-- Problem to solve --
Output every line from the beginning of the records through the line that contains "filter:drop-shadow(0 0 2px", exactly as it appears.

-- Task input --
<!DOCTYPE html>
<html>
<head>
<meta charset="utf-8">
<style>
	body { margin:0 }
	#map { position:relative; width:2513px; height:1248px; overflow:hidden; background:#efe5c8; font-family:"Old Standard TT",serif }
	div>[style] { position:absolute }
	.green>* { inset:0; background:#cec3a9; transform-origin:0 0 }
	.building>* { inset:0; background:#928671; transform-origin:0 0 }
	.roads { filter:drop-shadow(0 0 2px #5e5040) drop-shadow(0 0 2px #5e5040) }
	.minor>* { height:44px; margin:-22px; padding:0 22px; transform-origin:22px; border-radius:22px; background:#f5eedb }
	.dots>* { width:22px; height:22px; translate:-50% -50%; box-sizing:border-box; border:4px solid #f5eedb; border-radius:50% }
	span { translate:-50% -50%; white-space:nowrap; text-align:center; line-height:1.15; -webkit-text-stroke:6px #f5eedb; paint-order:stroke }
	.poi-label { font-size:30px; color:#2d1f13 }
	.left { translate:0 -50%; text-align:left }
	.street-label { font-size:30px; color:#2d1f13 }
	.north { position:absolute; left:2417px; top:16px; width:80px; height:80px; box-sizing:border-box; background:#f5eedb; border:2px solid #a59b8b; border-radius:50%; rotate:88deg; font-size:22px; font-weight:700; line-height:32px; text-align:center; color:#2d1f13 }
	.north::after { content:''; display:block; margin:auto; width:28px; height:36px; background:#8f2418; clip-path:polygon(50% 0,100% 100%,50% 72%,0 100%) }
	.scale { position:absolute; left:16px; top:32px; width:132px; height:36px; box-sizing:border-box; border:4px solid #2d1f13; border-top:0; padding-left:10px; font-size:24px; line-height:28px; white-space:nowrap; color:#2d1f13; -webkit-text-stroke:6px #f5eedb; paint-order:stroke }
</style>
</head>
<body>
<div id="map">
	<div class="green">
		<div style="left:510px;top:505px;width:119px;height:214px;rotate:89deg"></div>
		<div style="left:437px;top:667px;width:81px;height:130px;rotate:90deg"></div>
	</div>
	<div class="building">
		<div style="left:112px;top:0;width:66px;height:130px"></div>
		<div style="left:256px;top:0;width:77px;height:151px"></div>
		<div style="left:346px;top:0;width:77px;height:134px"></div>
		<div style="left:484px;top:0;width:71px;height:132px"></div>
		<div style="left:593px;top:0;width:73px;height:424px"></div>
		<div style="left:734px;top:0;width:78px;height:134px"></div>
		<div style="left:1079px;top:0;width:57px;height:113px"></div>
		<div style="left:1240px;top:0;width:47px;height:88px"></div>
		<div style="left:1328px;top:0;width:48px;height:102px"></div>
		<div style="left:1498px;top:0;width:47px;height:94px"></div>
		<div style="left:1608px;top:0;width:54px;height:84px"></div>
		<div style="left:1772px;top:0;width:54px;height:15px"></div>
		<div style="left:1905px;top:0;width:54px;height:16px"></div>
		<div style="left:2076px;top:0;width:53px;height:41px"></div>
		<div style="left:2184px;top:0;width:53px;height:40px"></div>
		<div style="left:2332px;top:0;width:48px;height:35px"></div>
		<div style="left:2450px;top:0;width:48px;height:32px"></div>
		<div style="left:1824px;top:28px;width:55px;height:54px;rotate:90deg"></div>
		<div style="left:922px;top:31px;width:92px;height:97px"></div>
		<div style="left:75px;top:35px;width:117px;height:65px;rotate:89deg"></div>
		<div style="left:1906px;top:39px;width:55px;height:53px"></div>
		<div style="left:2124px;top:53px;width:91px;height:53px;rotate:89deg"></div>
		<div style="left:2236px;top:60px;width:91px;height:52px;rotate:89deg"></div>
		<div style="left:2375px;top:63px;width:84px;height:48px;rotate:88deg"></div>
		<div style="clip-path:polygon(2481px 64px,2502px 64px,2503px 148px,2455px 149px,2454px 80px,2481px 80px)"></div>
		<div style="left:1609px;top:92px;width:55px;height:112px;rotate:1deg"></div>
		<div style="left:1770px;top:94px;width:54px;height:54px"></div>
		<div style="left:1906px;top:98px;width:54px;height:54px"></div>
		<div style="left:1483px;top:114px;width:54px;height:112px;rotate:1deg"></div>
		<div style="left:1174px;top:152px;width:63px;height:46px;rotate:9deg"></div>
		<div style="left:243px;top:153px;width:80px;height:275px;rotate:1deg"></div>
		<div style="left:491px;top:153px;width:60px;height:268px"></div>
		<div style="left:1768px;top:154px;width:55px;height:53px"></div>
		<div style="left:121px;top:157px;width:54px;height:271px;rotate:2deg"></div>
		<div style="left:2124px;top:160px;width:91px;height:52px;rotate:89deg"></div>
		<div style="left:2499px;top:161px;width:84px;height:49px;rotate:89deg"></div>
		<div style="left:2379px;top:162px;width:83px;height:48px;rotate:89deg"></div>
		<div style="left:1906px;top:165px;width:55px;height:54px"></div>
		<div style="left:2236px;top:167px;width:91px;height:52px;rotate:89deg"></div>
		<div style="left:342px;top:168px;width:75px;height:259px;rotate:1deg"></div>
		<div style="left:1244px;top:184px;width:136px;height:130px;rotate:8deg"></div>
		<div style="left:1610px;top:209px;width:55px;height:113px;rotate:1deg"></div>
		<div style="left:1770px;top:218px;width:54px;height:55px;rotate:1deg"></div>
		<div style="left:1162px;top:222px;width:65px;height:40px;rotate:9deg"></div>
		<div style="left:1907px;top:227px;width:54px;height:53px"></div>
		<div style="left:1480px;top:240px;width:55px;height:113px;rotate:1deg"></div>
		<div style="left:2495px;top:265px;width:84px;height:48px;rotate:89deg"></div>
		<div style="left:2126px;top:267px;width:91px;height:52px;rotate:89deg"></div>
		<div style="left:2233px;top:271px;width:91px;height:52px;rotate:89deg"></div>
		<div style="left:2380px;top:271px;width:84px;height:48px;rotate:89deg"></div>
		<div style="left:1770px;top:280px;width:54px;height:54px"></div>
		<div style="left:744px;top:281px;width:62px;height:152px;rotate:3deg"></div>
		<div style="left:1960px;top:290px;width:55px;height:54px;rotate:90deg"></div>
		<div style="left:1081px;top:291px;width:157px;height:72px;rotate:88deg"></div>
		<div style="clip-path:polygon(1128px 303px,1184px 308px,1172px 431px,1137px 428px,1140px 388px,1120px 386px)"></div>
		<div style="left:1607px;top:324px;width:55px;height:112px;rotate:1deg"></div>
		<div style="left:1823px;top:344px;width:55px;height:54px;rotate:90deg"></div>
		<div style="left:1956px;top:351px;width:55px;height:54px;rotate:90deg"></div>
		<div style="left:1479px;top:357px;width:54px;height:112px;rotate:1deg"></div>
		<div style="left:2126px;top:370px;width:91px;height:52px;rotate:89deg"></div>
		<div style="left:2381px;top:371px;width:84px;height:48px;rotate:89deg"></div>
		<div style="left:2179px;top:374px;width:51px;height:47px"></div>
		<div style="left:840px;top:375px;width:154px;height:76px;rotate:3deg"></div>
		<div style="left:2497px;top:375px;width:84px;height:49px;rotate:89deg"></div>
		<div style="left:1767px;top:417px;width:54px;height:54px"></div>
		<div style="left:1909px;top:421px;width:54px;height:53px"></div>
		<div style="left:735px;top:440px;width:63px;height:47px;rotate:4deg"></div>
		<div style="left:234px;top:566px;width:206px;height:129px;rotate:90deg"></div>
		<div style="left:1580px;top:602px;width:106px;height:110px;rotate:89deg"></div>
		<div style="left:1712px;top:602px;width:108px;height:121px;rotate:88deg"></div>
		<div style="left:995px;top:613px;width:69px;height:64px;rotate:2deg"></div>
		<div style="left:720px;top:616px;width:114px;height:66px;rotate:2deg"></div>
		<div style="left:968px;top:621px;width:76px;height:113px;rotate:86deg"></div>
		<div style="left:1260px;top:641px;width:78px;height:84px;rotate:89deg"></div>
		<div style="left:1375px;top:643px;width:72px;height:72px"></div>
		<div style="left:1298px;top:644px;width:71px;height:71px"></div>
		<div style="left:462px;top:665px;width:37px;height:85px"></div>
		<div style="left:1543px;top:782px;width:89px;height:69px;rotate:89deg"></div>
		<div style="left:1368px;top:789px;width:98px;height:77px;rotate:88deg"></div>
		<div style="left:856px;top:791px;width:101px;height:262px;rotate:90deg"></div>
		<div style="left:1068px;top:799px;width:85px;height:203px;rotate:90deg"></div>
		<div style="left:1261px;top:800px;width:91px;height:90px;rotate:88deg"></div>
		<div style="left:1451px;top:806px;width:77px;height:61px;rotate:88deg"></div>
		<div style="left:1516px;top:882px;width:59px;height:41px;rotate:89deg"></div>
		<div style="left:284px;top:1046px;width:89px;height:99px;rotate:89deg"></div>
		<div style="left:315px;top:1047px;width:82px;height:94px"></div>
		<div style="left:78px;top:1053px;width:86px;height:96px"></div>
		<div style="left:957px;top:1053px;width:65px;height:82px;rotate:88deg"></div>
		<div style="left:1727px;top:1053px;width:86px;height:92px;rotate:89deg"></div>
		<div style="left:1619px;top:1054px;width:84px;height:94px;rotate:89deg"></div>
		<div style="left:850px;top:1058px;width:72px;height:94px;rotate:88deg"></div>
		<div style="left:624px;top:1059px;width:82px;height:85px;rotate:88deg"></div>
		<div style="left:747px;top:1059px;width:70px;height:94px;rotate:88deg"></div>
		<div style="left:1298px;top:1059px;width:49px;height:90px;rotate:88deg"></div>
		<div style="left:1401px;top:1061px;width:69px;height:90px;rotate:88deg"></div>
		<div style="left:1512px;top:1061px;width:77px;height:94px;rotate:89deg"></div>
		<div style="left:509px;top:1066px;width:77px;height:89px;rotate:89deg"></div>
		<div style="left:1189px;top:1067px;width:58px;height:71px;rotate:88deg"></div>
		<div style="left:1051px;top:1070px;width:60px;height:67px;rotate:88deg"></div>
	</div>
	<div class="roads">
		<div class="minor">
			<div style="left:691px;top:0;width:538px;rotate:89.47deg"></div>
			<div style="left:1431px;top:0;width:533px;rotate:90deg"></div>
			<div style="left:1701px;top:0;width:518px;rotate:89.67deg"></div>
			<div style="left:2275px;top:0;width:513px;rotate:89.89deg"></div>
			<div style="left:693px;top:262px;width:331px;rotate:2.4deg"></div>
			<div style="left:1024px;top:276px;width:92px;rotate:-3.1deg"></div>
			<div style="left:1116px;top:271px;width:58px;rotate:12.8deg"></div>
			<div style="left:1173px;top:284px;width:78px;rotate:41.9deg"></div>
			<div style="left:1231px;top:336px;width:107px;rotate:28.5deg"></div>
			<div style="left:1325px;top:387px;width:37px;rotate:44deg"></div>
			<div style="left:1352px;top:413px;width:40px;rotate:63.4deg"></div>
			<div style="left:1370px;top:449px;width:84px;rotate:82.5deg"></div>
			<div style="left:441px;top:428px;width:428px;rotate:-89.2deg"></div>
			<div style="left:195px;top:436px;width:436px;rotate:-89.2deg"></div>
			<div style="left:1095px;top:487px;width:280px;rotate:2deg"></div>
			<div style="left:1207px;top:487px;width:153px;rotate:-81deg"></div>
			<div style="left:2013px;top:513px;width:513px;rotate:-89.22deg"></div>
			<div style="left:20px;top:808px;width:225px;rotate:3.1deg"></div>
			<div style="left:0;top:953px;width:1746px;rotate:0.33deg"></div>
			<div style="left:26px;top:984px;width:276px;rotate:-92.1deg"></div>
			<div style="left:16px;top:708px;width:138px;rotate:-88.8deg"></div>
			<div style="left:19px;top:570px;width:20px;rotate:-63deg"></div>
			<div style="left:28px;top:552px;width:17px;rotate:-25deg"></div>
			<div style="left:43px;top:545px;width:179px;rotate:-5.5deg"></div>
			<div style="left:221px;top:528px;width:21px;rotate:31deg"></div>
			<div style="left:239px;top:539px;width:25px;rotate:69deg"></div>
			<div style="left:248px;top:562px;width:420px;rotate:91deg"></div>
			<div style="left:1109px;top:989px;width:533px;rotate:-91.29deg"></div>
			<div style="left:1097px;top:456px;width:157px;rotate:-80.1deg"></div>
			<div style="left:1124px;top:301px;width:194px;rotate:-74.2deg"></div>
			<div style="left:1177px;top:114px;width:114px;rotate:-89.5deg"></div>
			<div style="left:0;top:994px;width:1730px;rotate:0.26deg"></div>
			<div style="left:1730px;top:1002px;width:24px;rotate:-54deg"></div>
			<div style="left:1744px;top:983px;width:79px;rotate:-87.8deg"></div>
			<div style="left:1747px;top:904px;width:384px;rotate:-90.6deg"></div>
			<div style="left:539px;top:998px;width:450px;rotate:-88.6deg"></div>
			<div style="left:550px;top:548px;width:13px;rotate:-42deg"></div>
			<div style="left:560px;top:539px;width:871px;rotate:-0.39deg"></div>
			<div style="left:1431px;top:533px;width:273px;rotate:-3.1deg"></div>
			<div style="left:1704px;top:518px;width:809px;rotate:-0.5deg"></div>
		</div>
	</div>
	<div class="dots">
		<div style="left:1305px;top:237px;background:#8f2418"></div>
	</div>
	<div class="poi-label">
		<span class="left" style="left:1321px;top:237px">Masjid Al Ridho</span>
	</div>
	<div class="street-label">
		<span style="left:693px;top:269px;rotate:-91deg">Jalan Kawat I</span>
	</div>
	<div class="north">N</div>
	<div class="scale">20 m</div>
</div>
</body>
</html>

-- Response --
<!DOCTYPE html>
<html>
<head>
<meta charset="utf-8">
<style>
	body { margin:0 }
	#map { position:relative; width:2513px; height:1248px; overflow:hidden; background:#efe5c8; font-family:"Old Standard TT",serif }
	div>[style] { position:absolute }
	.green>* { inset:0; background:#cec3a9; transform-origin:0 0 }
	.building>* { inset:0; background:#928671; transform-origin:0 0 }
	.roads { filter:drop-shadow(0 0 2px #5e5040) drop-shadow(0 0 2px #5e5040) }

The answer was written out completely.